> **Action item**:
Since only a count is wanted, work out how many lines in the material below contain the word "Write" and return that number.

Input: Begin

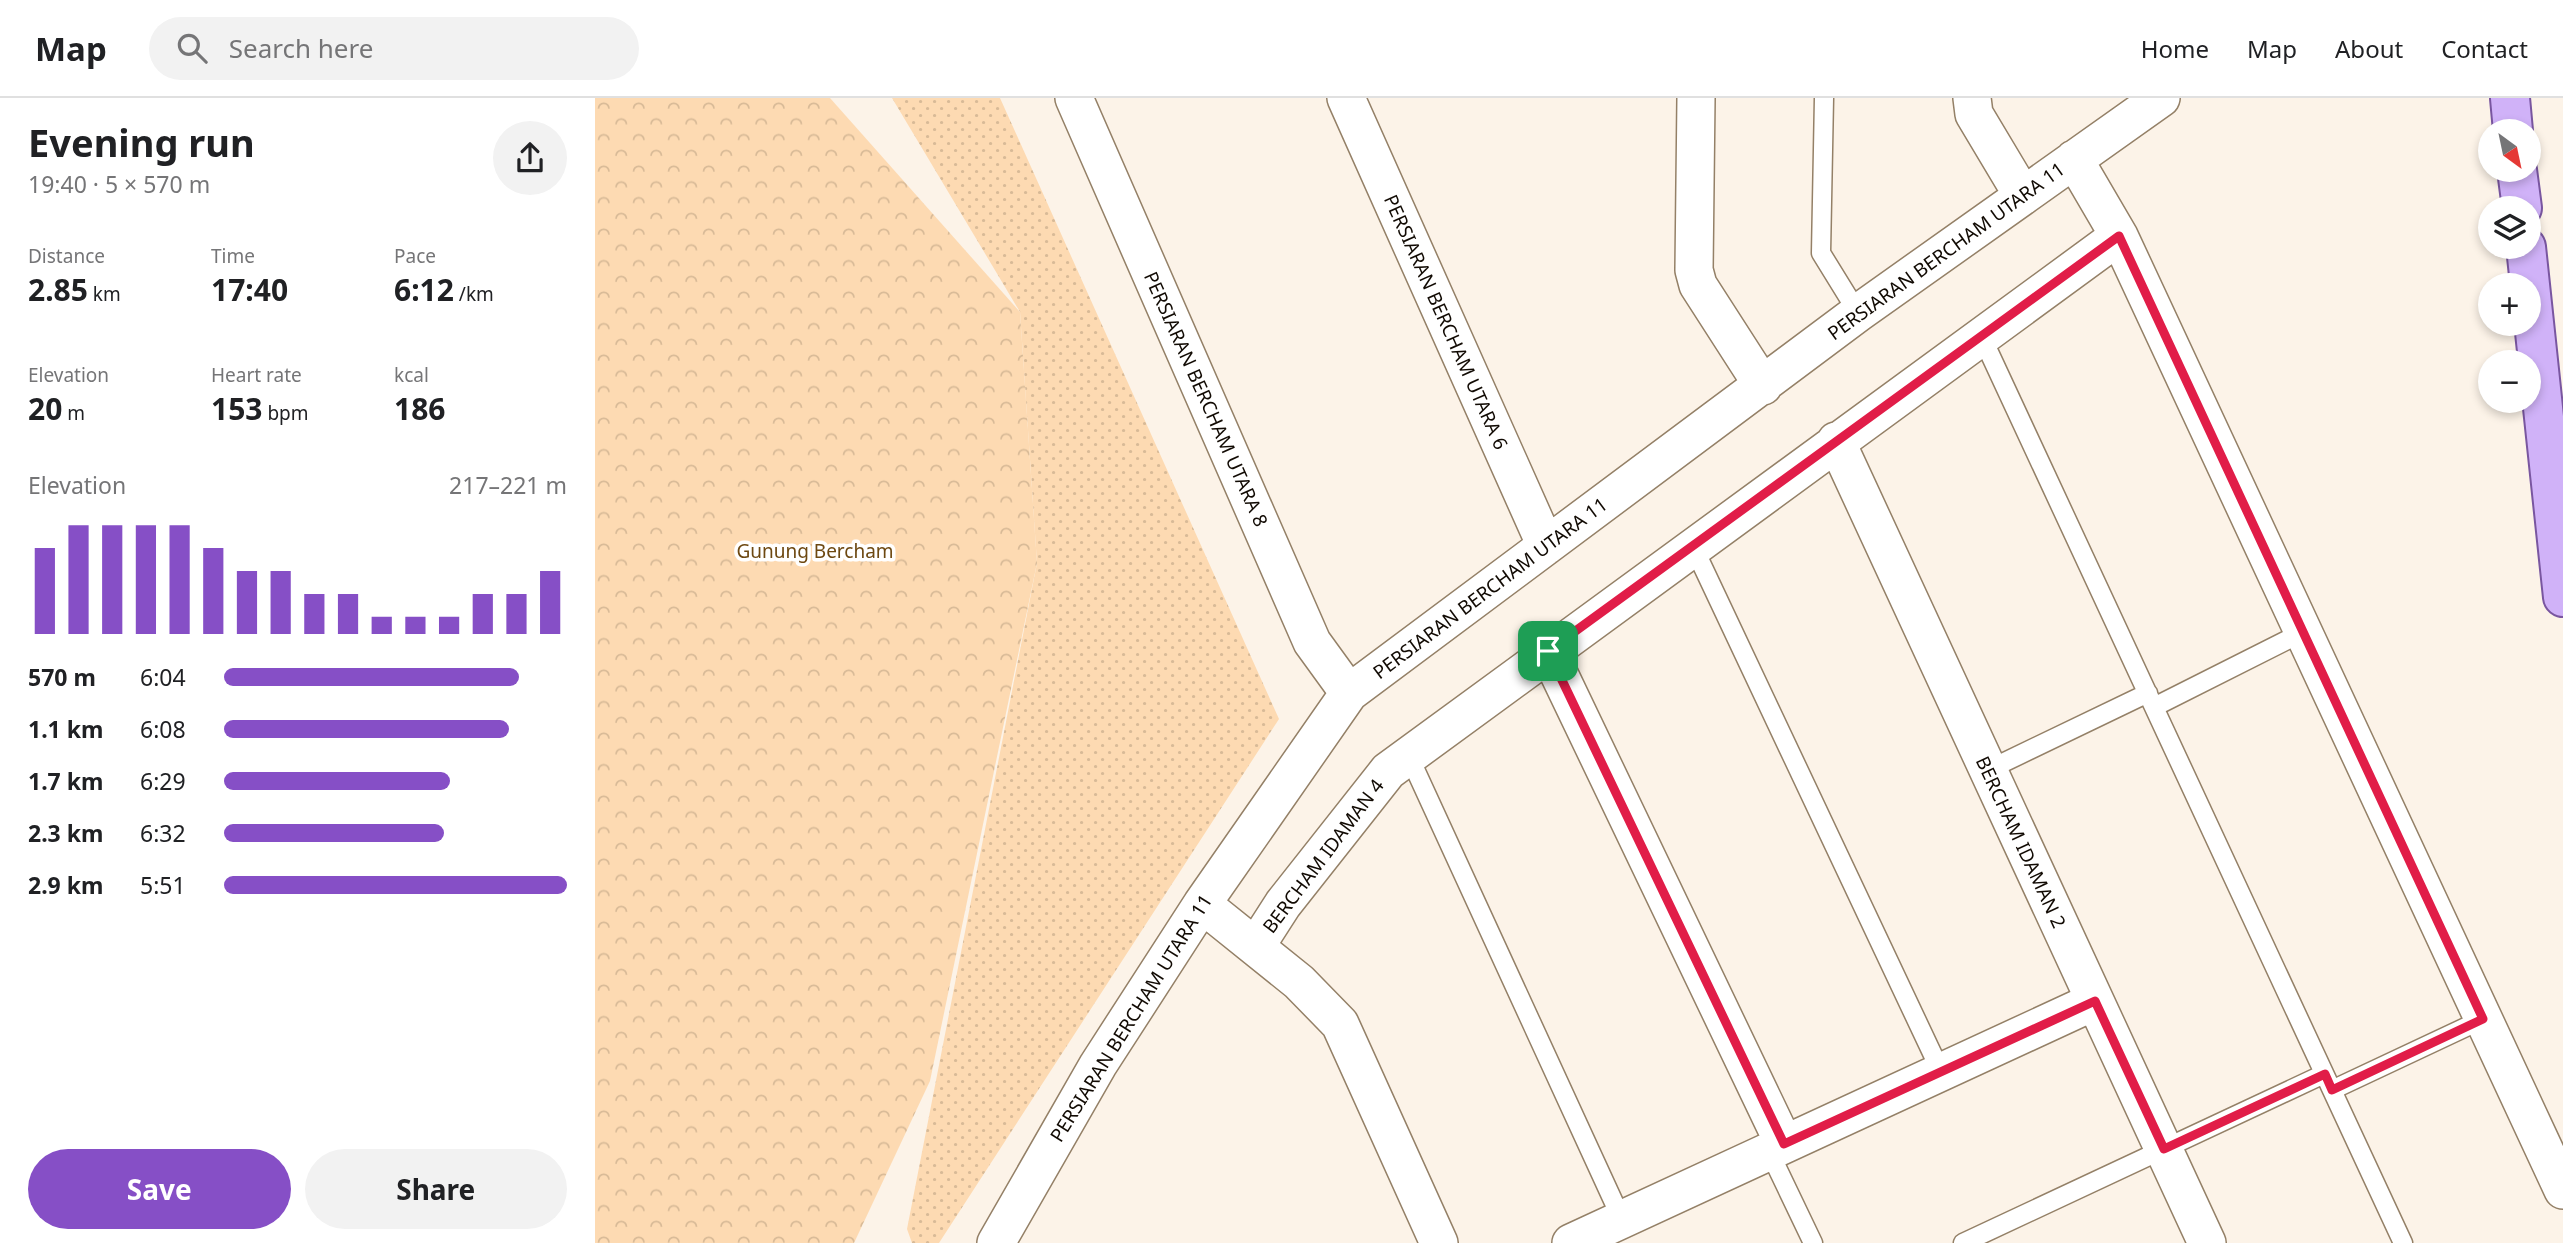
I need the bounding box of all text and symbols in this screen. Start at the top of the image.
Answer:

Input: End
Input: Begin

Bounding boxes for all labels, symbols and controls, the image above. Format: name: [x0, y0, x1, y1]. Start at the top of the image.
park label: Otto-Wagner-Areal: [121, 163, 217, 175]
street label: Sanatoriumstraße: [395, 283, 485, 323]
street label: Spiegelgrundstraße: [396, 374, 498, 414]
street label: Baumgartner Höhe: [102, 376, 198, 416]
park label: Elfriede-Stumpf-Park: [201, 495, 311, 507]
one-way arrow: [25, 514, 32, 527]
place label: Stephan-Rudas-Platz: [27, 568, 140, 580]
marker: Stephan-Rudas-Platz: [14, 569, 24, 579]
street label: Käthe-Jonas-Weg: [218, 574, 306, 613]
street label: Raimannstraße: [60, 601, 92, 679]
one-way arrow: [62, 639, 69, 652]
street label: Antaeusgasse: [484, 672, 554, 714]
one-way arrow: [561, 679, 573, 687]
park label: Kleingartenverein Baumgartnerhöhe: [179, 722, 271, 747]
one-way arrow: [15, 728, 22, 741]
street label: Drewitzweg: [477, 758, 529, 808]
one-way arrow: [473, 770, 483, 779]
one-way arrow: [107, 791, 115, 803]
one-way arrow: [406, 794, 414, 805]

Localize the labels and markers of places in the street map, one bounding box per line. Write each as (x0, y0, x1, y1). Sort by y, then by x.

Input: End
Input: Begin

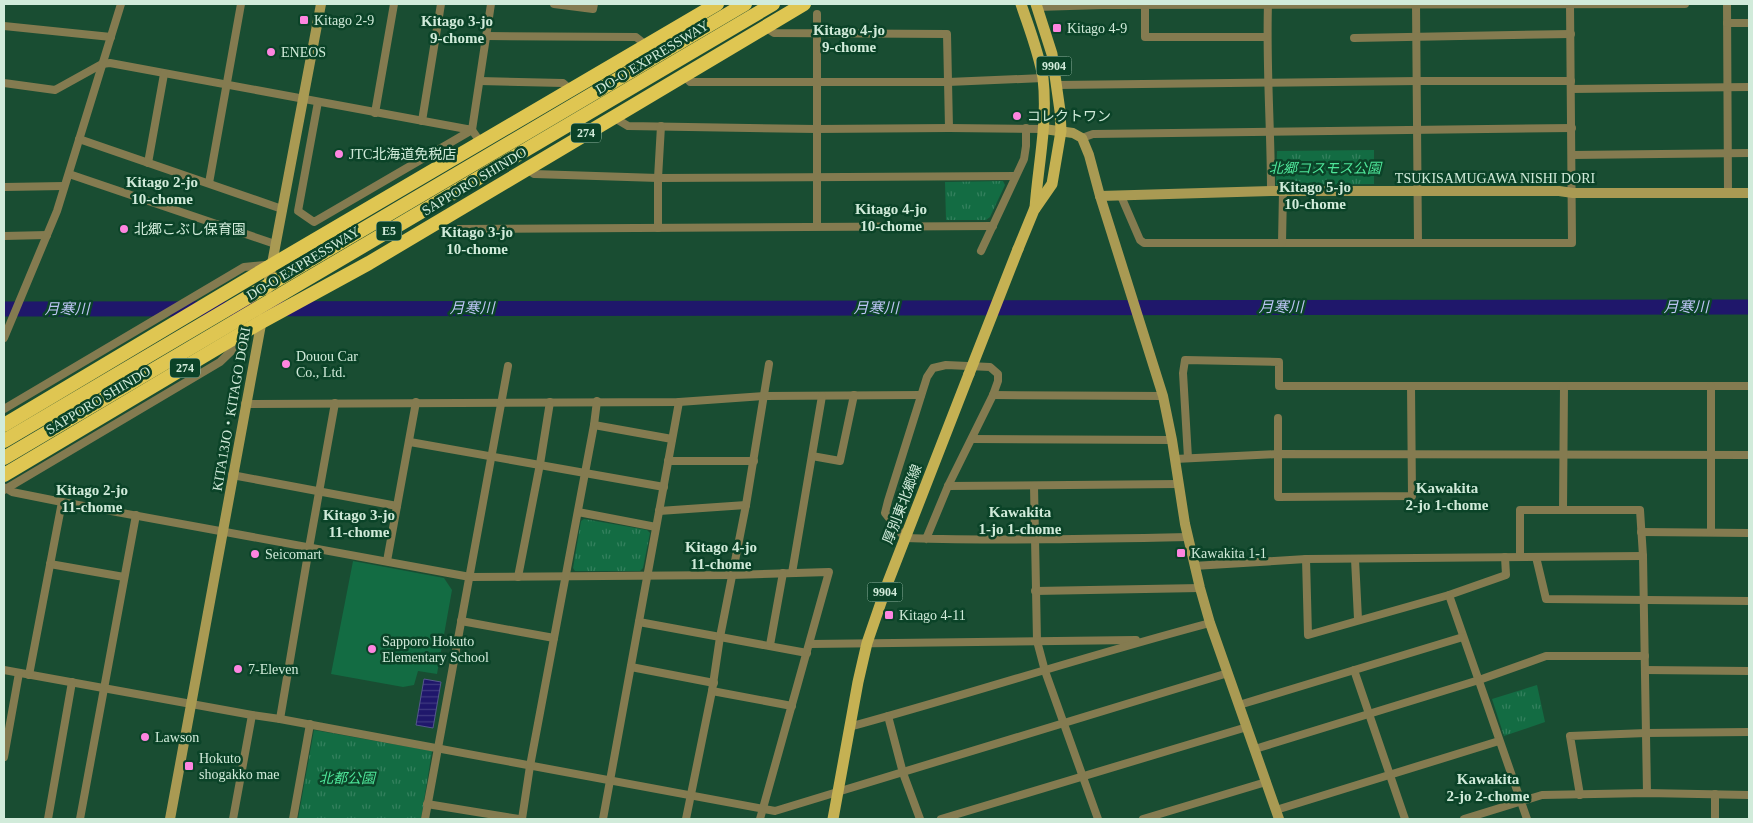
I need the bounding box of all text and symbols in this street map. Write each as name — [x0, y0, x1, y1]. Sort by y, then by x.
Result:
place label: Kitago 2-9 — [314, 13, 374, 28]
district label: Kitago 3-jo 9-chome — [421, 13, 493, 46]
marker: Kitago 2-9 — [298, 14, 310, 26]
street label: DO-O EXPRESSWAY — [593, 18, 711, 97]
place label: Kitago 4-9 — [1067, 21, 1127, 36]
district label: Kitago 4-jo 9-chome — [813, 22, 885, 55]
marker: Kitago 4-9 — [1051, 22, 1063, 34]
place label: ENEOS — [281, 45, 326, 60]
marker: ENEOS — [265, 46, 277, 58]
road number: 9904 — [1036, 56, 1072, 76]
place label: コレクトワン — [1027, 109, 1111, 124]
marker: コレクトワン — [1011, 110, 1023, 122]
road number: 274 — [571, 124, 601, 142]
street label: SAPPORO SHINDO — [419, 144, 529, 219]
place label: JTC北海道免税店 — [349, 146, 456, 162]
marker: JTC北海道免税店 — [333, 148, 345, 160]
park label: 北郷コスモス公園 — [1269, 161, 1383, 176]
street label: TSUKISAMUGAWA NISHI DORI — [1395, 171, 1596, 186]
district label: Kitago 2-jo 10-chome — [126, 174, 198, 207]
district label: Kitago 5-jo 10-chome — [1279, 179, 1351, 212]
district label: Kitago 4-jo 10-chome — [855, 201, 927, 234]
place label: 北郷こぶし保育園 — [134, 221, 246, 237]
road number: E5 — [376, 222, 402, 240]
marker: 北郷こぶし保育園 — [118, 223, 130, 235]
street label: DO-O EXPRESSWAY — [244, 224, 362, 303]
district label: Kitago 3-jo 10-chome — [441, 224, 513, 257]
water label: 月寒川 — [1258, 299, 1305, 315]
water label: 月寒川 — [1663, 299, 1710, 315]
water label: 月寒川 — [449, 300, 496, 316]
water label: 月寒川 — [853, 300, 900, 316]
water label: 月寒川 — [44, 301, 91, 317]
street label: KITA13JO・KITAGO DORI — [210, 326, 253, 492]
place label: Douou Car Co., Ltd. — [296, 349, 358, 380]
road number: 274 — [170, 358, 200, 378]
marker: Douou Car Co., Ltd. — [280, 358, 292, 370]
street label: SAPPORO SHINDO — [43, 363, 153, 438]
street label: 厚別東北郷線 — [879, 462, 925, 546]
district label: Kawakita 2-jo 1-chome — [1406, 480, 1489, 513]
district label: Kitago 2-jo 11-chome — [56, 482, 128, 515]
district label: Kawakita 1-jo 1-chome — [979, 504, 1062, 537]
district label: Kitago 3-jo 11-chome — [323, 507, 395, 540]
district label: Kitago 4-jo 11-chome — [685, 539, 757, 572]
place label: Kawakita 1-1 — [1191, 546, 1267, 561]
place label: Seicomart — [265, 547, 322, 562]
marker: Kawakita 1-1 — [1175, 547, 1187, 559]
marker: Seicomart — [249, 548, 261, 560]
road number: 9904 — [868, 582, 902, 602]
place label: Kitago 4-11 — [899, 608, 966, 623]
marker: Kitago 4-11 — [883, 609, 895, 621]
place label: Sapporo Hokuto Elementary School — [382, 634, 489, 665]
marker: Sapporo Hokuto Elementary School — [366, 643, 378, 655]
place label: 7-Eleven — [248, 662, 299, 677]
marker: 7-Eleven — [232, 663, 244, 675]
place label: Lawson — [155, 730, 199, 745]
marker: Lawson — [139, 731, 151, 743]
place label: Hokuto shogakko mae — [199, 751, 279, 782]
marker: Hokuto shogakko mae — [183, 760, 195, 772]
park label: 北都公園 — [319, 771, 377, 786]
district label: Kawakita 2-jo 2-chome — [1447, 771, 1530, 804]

Input: End

> **Written solution**:
2